Here we are for the latest installment of The Year of Kerouac. Which is likely now the Year-and-a-half-of-Kerouac since it’s already November. Let’s ignore twisted temporal tiddlywinks for the moment, though, and focus back on the mission: I have set myself the project of re-reading (and in many cases, reading for the first time) the works of Jack Kerouac in one(ish) year(s). As a quick refresher on the ground rules, I’m reading them not in the order of when they were written (the years on the left below) but rather in order of the subject matter most of them cover, Kerouac’s own life (the years to the right below). For your further edification, I’ve highlighted what I’ve read thus far, and put in links to my earlier reviews.
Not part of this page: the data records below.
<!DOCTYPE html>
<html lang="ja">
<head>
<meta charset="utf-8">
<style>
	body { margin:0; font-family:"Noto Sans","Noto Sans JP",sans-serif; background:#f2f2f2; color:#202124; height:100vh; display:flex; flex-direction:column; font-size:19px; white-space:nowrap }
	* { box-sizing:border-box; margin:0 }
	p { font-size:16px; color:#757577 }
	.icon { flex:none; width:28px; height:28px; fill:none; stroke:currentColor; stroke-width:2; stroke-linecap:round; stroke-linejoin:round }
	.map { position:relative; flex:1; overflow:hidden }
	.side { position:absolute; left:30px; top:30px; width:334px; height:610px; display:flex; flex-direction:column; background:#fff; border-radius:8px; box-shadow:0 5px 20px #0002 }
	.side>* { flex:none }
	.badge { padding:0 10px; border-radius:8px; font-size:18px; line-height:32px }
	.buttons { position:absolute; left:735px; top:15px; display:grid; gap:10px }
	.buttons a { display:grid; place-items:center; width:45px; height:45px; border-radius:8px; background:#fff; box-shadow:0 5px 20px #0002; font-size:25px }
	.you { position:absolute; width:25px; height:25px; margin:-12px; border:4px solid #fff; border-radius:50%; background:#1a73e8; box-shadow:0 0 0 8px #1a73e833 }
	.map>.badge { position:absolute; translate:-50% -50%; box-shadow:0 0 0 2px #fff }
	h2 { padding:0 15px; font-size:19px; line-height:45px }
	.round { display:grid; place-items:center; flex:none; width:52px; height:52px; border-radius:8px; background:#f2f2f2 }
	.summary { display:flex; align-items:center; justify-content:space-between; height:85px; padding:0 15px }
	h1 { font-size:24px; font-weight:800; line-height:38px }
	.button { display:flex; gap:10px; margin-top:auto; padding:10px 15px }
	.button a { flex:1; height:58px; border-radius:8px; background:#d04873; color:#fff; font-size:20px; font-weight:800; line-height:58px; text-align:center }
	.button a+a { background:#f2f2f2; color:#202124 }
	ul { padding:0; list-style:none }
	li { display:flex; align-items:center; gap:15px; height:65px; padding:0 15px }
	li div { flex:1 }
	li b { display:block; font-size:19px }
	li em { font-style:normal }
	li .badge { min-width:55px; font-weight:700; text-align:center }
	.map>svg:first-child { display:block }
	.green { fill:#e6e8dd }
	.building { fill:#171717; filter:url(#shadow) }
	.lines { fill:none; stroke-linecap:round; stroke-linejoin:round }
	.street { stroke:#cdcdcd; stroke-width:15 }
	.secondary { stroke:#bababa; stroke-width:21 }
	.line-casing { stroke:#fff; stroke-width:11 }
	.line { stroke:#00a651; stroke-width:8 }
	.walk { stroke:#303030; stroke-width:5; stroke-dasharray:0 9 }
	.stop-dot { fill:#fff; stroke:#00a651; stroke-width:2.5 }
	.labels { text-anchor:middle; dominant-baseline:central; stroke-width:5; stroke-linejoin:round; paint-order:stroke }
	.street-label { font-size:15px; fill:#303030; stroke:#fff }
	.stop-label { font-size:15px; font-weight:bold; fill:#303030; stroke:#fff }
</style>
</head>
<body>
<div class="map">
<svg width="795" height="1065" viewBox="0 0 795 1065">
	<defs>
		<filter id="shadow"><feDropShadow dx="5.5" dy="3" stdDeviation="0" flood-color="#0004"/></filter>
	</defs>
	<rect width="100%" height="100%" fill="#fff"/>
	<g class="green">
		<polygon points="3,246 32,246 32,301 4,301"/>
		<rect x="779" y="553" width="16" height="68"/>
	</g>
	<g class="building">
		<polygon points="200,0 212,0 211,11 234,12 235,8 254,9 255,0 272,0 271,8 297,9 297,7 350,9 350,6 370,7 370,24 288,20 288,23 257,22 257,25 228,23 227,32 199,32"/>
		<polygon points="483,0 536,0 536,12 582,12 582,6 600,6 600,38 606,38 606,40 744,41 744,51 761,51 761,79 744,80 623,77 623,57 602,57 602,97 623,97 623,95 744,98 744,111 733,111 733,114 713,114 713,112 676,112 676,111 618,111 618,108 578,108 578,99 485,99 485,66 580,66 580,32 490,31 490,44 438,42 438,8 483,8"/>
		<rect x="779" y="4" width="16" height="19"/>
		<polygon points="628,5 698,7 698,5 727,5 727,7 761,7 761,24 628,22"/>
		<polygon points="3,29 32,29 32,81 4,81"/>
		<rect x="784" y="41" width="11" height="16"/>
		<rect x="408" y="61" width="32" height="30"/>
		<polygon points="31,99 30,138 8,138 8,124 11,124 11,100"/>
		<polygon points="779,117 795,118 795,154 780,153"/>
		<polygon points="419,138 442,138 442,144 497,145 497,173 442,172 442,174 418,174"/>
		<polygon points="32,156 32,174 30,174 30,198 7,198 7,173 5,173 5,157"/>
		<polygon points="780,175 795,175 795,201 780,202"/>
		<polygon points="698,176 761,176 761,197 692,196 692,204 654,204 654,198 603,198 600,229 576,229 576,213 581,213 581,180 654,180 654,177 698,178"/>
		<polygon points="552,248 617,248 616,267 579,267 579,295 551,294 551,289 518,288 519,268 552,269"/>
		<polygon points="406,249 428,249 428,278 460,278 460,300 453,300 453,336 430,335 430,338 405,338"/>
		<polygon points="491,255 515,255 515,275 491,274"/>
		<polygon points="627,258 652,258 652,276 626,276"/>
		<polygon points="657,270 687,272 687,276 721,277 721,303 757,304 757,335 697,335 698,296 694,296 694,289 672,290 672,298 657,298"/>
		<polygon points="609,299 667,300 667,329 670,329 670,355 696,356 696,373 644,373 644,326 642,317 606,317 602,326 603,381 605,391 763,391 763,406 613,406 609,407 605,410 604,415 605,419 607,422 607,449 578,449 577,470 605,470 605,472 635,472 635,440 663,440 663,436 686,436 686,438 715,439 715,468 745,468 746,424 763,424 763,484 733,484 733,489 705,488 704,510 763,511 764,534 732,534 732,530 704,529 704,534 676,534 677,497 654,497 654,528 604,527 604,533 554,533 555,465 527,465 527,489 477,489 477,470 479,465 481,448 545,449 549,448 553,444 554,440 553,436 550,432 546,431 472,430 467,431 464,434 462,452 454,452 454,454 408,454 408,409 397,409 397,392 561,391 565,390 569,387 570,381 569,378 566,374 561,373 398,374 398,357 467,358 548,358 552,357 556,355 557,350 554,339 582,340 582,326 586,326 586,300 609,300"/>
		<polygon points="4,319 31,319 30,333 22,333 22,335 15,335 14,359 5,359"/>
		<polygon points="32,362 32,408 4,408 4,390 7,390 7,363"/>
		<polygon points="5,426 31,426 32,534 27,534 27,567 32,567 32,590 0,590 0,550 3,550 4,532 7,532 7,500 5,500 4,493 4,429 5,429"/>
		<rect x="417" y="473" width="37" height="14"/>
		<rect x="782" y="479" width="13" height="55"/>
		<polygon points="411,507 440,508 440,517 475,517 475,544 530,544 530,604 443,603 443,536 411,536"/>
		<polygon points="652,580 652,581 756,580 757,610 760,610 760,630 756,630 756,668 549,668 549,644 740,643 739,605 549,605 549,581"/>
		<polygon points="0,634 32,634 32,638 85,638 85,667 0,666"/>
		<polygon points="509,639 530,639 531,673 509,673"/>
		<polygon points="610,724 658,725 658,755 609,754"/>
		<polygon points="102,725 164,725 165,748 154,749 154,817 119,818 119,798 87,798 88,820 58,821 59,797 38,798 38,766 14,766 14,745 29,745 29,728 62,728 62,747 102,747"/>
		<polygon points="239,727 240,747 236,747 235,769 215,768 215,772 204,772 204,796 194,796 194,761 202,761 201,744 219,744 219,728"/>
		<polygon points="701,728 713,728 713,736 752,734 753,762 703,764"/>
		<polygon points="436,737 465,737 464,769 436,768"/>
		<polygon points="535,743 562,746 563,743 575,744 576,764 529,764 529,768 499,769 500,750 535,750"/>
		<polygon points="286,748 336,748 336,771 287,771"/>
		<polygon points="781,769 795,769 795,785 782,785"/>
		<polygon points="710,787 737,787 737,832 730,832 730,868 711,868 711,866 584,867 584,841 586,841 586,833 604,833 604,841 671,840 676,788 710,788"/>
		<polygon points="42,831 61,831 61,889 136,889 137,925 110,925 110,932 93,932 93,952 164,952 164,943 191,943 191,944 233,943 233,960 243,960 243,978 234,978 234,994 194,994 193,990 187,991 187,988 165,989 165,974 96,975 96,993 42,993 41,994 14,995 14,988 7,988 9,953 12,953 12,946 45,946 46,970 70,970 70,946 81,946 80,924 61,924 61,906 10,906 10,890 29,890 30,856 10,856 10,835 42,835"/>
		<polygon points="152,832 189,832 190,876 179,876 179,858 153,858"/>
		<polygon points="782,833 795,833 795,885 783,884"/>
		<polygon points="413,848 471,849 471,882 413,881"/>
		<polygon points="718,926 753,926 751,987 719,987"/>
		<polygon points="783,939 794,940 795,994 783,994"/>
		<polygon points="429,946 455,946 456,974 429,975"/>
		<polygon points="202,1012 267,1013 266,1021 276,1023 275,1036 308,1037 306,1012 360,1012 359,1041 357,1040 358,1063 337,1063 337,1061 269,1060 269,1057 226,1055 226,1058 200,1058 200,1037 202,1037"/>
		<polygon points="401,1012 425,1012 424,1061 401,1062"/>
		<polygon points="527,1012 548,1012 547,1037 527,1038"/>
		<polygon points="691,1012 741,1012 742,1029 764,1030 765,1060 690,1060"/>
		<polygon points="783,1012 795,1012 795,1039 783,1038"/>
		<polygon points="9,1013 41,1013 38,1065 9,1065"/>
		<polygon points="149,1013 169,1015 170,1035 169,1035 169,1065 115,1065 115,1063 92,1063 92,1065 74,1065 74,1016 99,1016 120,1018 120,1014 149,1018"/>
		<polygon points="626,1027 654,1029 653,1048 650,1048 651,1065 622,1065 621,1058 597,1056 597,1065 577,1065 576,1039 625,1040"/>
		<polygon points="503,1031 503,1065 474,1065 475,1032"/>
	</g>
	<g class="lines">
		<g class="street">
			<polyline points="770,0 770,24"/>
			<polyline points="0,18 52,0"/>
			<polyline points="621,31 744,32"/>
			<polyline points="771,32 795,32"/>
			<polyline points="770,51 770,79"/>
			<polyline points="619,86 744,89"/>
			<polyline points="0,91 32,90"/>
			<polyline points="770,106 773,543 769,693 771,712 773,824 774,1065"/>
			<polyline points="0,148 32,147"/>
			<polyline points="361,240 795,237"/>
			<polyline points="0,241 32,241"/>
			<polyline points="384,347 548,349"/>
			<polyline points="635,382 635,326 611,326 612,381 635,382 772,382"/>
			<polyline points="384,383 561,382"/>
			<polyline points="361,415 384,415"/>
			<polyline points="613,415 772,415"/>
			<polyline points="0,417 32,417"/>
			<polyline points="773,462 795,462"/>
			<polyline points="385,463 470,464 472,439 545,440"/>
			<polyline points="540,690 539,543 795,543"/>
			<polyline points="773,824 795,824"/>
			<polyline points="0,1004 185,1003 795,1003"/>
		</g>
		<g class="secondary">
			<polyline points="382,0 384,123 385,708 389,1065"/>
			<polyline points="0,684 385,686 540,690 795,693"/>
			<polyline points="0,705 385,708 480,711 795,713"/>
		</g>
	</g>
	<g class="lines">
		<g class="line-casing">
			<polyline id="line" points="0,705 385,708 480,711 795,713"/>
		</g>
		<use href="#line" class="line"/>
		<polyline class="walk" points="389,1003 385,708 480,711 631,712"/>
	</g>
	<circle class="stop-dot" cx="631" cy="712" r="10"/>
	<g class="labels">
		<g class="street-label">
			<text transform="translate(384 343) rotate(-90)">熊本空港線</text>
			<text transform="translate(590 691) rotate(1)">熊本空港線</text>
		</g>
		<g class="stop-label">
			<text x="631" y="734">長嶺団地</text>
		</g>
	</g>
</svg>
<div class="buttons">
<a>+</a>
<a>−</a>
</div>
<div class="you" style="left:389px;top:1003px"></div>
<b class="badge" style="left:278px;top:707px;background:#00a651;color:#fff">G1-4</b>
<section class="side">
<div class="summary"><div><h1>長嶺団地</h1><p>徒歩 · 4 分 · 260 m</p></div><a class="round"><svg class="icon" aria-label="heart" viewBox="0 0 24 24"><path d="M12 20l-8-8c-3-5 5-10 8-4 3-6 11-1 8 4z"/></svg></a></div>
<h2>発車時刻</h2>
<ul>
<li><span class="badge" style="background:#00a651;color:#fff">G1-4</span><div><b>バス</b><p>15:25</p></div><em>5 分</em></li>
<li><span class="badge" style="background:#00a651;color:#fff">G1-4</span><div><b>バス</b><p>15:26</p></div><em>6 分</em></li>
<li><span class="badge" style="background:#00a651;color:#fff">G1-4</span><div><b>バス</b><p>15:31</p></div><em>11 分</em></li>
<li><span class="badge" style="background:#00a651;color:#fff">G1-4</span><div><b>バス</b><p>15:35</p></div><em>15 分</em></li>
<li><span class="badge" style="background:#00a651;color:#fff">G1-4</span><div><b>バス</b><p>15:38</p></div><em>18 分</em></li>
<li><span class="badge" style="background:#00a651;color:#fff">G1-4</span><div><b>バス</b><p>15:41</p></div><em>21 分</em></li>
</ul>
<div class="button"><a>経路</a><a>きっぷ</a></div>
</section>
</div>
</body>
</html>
Visions of Gerard 1956 1922–1926
The Subterraneans 1953 1953
· Mexico City Blues (1955; published 1959)
Tristessa 1955–1956 1955–1956
The Dharma Bums 1957 1955–1956
· The Scripture of the Golden Eternity (1956; published 1960)
Desolation Angels 1956–1957
Book of Dreams 1960 1952-1960
Lonesome Traveler, short story collection (1960)
Big Sur (novel) 1961 1960
Satori in Paris 1965 1965
· Pic, novella (1951 & 1969; published 1971)
Which brings us to The Subterraneans. I’d tried and failed to read this around the age of 19 or so. Which I can understand now, looking back, as it’s definitely more on the experimental prose side of his works. Not Doctor Sax or Visions of Cody experimental, but certainly given to his ongoing concern for capturing the flow of thought in motion. It’s a fairly straightforward narrative in a way, chronicling the beginning, middle and end of a love affair. Except that the end informs the beginning throughout, and sometimes the middle circles back on itself to reveal another layer of the same incident. So, it might have been a little advanced for literary larval me. More than that, I don’t think I had the ability at the time to understand all the forces at play in Kerouac’s life as portrayed here- literary disappointment, romantic disappointment and an unsuccessful struggle with accelerating alcoholism and his conflicted views on women and relationships. As in, they are divine creatures who can transform and save your life, but you also have to not get hung up on them and know when to ignore them. It’s heartbreaking to see it in motion, especially heartbreaking since you can feel the earnestness of his love interest Mardou Fox. I’ve seen others write about how she’s portrayed as crazy, but I find her to be a damn sight more sensible and stable than he is throughout. It’s also chilling, knowing his own end, to see him already, in 1953, suffering alcoholic withdrawal nightmares in the morning. One of the other things I found interesting about the book, knowing how autobiographical most of his writing is, was seeing the things he choose to fictionalize. The personages, his relationship with them, etc. is all virtually verbatim. But the story is set in San Francisco, instead of the New York where it actually happened, and he even has himself fictionally having grown up in South San Francisco instead of in Lowell, Massachusetts. Did this give him the distance he needed to get the story out?
We will leave ourselves pondering that, and see how much further in the list I can get before the end of the year!